# shortcut keys not working, any ideas?



## onesimonson (Aug 31, 2006)

Hi all. Was messing around in preferences and I somehow nuked my universal shortcut keys. Copy, Paste, Undo, (Command C, V, Z) etc are suddenly not working, even though I can use them in the menu bars. I tried going to the Keyboard Prefs and resetting them to the defaults to no avail. I also tried adding the shortcuts to the All Applications section of the Keyboard prefs and that didn't work either. Used help -- was useless. Any ideas?

Thanks!
--Diane


----------



## Emmerac (Aug 26, 2006)

There are a few things you can check. First, go into System Preferences and select Universal Access. Make sure you don't have any abnormal settings, or settings you wouldn't normally use turned on. Second, go into the Keyboard and Mouse settings, from the Keyboard tab select Modifier Keys. Check to make sure that all the keys are set properly. Basically, make sure that Caps Lock is set to act as Caps Lock, Control is set to act as Control, etc...

Last, try a different keyboard, you never know, it may be a hardware issue.

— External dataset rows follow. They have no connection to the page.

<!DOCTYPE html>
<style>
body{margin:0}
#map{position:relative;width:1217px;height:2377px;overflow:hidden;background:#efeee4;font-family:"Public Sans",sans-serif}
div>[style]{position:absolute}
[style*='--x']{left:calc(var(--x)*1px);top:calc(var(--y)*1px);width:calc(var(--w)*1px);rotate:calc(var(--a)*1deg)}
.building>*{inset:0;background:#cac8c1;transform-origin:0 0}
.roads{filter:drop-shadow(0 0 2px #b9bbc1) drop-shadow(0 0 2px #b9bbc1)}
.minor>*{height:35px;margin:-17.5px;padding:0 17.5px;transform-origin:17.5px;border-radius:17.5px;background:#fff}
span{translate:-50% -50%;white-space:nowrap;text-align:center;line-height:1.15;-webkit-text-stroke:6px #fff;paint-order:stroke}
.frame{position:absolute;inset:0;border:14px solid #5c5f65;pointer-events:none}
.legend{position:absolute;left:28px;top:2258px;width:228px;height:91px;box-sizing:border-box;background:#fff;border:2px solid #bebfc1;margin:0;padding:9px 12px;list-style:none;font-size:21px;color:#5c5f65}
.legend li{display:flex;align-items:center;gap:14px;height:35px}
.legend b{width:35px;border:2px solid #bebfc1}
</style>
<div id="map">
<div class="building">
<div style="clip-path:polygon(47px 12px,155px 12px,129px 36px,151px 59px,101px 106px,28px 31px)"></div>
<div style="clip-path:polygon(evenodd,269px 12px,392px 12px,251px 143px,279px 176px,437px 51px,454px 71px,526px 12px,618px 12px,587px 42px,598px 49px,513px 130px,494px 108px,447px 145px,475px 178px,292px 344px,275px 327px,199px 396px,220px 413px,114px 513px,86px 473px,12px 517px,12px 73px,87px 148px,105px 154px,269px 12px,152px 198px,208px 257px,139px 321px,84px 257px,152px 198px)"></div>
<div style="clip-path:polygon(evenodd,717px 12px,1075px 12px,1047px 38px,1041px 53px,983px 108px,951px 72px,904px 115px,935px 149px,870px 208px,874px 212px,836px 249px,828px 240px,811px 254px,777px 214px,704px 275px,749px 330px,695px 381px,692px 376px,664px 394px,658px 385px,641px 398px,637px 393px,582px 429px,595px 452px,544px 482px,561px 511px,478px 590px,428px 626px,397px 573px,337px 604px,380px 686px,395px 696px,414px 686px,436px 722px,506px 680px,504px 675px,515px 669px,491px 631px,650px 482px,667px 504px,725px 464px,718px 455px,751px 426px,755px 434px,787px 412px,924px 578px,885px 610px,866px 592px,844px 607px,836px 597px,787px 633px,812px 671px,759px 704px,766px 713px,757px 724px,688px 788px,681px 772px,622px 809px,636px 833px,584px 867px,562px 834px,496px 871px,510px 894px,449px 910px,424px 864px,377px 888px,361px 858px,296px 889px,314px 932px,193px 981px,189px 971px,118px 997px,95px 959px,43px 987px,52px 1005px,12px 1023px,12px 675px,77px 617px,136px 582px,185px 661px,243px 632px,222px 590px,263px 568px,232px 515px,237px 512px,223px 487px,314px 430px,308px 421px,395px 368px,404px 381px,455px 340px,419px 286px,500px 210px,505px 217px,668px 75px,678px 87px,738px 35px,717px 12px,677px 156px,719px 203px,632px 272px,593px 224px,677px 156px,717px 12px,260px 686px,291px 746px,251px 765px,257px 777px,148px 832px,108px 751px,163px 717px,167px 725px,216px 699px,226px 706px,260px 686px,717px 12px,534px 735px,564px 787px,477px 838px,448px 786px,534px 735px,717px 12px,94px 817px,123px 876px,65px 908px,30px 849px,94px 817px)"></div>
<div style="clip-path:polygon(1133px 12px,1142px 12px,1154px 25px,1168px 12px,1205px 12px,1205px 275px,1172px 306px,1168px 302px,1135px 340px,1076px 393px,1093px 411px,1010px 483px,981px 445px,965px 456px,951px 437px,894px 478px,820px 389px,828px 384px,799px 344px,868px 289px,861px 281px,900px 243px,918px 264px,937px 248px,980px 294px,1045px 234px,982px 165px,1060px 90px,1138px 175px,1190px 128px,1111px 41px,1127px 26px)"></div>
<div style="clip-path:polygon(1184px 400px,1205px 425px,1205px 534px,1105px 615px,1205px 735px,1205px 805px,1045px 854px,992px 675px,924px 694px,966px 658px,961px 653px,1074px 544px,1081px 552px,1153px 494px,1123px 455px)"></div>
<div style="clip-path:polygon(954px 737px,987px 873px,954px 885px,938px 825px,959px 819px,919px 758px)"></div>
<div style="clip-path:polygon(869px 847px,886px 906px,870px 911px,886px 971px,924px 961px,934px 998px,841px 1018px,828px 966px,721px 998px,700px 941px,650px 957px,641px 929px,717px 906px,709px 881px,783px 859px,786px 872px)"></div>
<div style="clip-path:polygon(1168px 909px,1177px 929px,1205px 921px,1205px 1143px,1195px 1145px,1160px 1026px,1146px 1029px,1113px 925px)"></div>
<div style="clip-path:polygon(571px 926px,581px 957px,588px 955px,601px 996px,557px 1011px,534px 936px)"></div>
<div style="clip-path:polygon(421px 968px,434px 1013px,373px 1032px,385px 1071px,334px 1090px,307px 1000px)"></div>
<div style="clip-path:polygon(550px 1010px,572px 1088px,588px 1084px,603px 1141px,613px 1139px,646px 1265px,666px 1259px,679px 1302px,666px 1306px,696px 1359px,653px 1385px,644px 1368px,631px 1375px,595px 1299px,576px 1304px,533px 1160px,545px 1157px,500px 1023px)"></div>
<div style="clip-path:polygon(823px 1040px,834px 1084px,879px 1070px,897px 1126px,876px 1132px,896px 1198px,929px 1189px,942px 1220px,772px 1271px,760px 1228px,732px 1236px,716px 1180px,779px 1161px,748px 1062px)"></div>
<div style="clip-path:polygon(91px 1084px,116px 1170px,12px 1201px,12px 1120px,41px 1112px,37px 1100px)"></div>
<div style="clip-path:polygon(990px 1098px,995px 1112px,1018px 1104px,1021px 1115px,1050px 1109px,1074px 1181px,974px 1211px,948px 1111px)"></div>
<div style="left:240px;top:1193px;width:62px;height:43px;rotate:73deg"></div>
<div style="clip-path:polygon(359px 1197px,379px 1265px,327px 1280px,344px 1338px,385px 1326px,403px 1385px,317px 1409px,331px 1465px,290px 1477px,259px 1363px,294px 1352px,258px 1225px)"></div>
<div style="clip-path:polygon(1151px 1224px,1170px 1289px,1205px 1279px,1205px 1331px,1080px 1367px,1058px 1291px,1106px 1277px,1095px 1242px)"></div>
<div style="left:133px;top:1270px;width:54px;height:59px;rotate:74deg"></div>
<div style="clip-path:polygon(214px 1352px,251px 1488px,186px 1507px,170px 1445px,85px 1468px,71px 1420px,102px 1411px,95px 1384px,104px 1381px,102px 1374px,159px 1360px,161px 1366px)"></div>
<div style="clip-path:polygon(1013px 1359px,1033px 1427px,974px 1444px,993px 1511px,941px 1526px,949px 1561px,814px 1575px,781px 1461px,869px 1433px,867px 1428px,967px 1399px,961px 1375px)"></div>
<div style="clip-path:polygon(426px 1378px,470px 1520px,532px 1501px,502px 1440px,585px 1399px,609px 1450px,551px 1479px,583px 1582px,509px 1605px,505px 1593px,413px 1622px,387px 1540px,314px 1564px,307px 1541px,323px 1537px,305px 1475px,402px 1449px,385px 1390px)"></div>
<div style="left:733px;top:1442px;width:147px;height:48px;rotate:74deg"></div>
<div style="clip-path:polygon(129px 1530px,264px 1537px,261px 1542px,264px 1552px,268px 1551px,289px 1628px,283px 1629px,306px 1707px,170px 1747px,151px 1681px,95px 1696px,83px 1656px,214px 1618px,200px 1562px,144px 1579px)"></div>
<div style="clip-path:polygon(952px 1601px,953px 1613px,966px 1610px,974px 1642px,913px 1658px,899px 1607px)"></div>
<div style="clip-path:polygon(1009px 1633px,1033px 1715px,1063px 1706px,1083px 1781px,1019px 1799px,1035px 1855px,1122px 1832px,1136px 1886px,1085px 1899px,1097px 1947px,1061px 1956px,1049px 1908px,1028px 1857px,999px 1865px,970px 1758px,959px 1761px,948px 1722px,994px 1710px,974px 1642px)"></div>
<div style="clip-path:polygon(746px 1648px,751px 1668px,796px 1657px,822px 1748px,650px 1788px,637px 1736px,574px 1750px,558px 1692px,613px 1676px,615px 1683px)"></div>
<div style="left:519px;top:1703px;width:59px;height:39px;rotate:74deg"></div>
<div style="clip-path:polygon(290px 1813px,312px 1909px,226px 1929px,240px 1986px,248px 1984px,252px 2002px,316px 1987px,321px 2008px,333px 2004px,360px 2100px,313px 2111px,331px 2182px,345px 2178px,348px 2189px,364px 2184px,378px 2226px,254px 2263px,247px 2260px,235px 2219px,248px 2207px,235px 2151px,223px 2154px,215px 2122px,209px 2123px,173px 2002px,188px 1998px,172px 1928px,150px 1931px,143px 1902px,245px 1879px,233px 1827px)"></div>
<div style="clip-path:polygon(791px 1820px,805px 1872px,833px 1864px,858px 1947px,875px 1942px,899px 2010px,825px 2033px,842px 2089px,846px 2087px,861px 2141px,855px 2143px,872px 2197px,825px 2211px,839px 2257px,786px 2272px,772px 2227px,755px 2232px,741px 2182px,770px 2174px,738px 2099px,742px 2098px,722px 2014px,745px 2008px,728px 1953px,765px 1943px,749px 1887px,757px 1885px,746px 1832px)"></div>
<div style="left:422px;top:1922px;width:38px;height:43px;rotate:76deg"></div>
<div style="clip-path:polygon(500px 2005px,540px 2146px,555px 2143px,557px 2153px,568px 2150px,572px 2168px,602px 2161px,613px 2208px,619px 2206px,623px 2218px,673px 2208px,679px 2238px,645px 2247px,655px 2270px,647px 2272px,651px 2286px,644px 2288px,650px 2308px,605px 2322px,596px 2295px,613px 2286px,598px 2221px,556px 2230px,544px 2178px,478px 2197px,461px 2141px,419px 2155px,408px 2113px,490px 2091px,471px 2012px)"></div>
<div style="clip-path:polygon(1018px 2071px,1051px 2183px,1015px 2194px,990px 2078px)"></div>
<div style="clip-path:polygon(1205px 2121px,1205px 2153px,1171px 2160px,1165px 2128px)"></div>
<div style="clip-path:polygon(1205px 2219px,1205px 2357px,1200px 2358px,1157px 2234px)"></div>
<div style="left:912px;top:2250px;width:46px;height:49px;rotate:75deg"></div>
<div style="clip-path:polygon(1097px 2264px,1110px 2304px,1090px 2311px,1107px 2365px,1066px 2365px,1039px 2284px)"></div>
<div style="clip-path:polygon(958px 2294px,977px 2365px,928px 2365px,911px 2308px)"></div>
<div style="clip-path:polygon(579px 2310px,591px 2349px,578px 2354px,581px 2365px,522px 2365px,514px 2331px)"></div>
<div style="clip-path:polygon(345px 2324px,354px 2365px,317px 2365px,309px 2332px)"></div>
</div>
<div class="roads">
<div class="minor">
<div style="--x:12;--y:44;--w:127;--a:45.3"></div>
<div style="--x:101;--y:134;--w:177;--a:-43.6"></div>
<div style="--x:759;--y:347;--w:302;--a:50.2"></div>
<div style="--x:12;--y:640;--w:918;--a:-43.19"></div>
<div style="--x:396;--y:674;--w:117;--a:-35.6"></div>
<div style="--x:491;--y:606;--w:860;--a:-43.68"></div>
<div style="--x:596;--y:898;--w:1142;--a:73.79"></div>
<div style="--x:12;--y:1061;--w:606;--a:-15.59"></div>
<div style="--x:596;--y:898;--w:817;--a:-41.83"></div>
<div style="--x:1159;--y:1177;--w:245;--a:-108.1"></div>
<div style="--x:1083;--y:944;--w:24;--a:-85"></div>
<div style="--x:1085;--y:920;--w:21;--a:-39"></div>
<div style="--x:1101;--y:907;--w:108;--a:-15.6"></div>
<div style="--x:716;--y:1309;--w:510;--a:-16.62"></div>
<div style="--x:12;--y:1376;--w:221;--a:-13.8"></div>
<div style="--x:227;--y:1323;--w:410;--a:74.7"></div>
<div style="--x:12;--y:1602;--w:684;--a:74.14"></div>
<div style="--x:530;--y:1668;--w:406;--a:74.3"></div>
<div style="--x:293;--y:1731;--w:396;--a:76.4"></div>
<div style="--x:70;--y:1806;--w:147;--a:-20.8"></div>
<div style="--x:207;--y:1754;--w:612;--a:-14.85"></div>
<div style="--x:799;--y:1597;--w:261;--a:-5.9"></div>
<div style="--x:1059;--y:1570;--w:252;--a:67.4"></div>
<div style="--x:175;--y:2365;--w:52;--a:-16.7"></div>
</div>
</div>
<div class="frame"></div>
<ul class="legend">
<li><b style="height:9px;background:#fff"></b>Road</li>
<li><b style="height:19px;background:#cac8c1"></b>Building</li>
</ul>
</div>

Let me know if this helps!


----------



## onesimonson (Aug 31, 2006)

Hey Emmarac! Thanks for your suggestions and the Universal Commands was the key to solving this. I had assigned a shortcut for Text to Voice that was already being used (command + V) DUH! So Cut, and Copy were working, just Paste. Fixed it. Thanks for pointing me in the right direction!

Diane


----------